**** The data
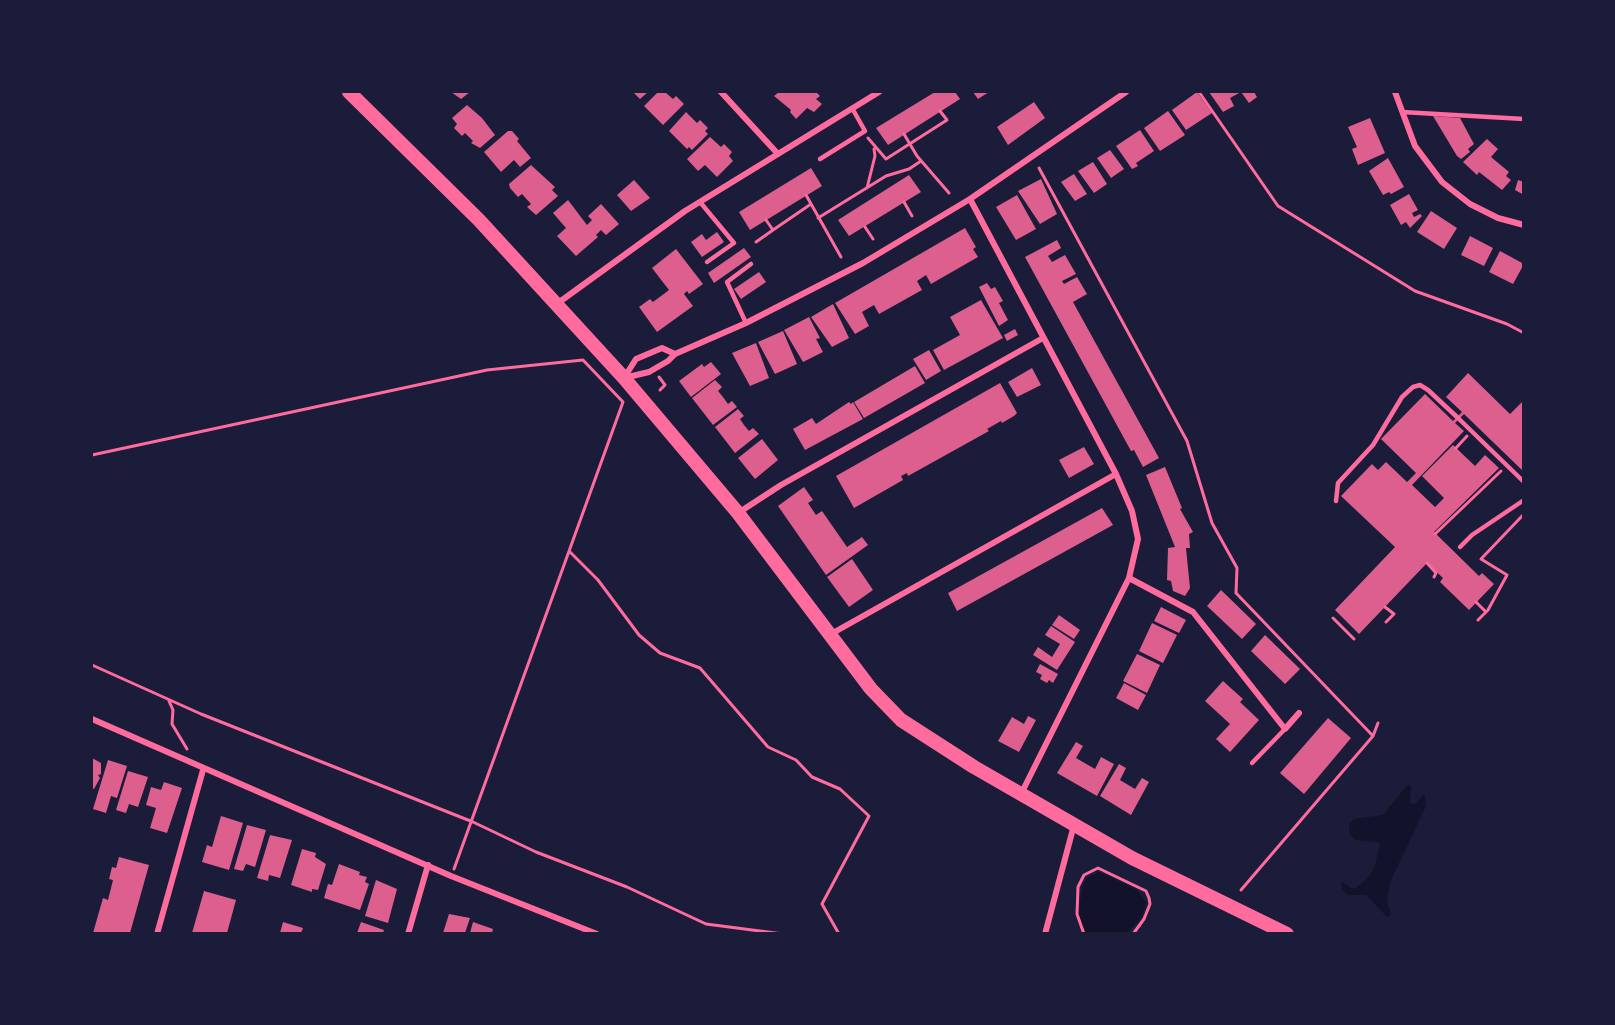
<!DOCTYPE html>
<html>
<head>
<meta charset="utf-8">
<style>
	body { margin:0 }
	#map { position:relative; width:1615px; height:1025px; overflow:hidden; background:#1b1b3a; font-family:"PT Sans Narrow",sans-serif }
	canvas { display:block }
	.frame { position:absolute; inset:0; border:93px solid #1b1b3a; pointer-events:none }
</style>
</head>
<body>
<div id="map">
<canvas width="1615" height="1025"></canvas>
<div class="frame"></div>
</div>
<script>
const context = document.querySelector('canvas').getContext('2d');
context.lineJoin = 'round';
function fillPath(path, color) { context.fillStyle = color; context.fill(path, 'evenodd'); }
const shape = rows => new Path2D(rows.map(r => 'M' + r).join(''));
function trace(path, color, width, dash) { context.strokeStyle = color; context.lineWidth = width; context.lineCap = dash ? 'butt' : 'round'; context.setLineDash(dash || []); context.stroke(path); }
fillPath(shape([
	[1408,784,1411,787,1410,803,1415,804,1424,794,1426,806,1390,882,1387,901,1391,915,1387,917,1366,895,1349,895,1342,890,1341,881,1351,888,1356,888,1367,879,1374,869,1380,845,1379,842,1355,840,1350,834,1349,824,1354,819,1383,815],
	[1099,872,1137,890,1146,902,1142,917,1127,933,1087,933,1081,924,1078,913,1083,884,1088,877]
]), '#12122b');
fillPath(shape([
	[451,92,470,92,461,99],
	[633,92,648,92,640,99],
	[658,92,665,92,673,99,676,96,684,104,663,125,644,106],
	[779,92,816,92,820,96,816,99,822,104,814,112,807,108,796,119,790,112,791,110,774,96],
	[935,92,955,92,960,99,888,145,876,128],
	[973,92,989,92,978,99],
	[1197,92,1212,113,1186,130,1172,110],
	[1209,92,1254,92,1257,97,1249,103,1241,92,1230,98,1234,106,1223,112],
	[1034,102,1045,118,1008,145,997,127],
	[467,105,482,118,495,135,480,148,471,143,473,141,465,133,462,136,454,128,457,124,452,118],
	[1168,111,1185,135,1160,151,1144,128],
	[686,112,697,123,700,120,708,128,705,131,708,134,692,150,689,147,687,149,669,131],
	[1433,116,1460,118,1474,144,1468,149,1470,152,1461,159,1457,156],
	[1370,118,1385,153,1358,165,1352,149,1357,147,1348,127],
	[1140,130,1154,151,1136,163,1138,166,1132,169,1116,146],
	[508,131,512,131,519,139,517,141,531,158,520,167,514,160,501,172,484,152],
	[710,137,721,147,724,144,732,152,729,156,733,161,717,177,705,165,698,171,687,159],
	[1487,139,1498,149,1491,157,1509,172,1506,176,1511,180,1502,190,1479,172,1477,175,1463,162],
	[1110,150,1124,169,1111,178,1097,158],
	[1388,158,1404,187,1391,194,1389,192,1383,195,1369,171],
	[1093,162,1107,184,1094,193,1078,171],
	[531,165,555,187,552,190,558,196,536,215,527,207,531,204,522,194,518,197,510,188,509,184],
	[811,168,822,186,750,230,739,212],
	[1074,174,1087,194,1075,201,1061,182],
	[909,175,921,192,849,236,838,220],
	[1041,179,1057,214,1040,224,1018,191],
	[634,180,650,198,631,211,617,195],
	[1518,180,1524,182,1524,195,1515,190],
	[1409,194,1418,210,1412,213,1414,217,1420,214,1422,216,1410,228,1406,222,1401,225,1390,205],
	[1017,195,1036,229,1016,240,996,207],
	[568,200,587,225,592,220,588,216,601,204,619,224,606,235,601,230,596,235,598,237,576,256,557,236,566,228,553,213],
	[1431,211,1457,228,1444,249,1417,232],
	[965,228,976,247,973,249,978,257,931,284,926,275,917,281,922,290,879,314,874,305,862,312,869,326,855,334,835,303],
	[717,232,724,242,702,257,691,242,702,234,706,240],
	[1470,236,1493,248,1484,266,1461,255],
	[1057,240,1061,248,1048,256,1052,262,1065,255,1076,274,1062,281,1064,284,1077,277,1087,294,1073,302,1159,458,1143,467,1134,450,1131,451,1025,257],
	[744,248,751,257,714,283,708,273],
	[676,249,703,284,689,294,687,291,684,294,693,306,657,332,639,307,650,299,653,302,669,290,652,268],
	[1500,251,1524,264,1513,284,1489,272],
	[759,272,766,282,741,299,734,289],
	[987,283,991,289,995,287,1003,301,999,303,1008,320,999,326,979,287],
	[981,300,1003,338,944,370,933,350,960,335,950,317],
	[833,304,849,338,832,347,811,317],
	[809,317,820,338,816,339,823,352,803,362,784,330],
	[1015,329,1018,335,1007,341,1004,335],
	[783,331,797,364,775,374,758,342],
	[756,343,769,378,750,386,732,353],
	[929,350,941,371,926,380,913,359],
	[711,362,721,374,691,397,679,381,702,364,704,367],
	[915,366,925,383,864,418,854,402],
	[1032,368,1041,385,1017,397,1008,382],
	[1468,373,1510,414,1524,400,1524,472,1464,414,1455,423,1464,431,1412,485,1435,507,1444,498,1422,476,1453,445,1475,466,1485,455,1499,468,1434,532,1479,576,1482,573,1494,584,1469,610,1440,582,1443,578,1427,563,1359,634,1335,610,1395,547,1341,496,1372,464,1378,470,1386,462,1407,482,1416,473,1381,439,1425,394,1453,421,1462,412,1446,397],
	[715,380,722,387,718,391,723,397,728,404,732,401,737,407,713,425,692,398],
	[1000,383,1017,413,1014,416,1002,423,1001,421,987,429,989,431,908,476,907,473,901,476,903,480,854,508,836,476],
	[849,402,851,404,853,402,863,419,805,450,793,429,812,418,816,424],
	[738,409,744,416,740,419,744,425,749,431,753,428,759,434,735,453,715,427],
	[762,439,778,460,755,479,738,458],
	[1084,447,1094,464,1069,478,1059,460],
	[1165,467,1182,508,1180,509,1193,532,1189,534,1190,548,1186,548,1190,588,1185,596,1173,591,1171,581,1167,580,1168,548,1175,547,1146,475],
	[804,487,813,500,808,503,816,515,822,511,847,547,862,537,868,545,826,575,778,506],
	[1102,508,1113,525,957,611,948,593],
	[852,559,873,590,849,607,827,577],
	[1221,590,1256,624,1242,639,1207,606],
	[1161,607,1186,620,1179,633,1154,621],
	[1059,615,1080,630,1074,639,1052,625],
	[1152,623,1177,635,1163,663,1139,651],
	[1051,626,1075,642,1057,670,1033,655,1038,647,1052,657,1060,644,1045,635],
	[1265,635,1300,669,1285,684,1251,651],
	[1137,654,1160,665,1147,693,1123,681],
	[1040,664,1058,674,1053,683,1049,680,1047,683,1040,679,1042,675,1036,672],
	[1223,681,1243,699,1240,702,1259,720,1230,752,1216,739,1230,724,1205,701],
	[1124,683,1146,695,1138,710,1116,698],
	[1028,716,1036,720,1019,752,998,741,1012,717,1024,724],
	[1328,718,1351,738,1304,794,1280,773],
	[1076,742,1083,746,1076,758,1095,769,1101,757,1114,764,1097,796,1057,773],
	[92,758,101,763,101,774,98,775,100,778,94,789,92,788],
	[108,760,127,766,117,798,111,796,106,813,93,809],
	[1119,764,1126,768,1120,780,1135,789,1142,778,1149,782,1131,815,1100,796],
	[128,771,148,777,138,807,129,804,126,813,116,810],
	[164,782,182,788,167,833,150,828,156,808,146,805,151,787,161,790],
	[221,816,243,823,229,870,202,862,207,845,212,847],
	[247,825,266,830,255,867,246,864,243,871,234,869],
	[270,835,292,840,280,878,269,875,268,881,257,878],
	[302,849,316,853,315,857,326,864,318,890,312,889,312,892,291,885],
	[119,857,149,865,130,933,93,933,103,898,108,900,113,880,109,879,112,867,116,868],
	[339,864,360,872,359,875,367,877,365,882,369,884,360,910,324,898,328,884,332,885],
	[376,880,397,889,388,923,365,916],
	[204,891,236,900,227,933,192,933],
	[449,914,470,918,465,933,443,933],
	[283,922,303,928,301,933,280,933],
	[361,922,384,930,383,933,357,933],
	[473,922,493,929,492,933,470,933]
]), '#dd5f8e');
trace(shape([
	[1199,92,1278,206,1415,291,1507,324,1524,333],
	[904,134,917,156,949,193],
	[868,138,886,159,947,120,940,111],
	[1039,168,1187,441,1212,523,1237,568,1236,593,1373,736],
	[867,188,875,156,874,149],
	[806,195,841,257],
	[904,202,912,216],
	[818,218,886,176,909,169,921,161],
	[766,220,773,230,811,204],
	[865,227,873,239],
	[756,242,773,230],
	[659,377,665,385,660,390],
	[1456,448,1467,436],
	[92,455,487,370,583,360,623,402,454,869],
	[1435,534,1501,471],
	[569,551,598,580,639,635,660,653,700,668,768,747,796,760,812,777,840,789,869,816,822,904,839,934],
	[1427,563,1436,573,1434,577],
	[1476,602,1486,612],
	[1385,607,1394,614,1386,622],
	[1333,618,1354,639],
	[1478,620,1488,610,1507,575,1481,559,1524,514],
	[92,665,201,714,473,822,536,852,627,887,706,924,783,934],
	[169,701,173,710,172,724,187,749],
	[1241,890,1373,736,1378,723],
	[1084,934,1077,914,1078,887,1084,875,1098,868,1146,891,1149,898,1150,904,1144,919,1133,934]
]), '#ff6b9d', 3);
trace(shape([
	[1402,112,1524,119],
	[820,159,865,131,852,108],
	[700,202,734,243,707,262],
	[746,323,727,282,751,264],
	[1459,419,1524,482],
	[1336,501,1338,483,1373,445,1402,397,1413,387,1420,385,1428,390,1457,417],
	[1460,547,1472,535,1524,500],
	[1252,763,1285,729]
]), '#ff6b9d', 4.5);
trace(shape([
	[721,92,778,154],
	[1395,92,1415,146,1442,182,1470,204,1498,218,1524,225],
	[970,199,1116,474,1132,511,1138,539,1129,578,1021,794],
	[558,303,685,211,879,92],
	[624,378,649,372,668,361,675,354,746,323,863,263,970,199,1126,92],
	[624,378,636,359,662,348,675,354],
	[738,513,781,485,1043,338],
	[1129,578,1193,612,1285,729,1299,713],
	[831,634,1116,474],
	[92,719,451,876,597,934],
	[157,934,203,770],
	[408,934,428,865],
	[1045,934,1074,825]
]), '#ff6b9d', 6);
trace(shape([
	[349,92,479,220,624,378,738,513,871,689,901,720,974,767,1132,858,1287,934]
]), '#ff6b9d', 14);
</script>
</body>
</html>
********
Scan the listing for "canvas" and copy out each line that has it.

### Result for this exercise
	canvas { display:block }
<canvas width="1615" height="1025"></canvas>
const context = document.querySelector('canvas').getContext('2d');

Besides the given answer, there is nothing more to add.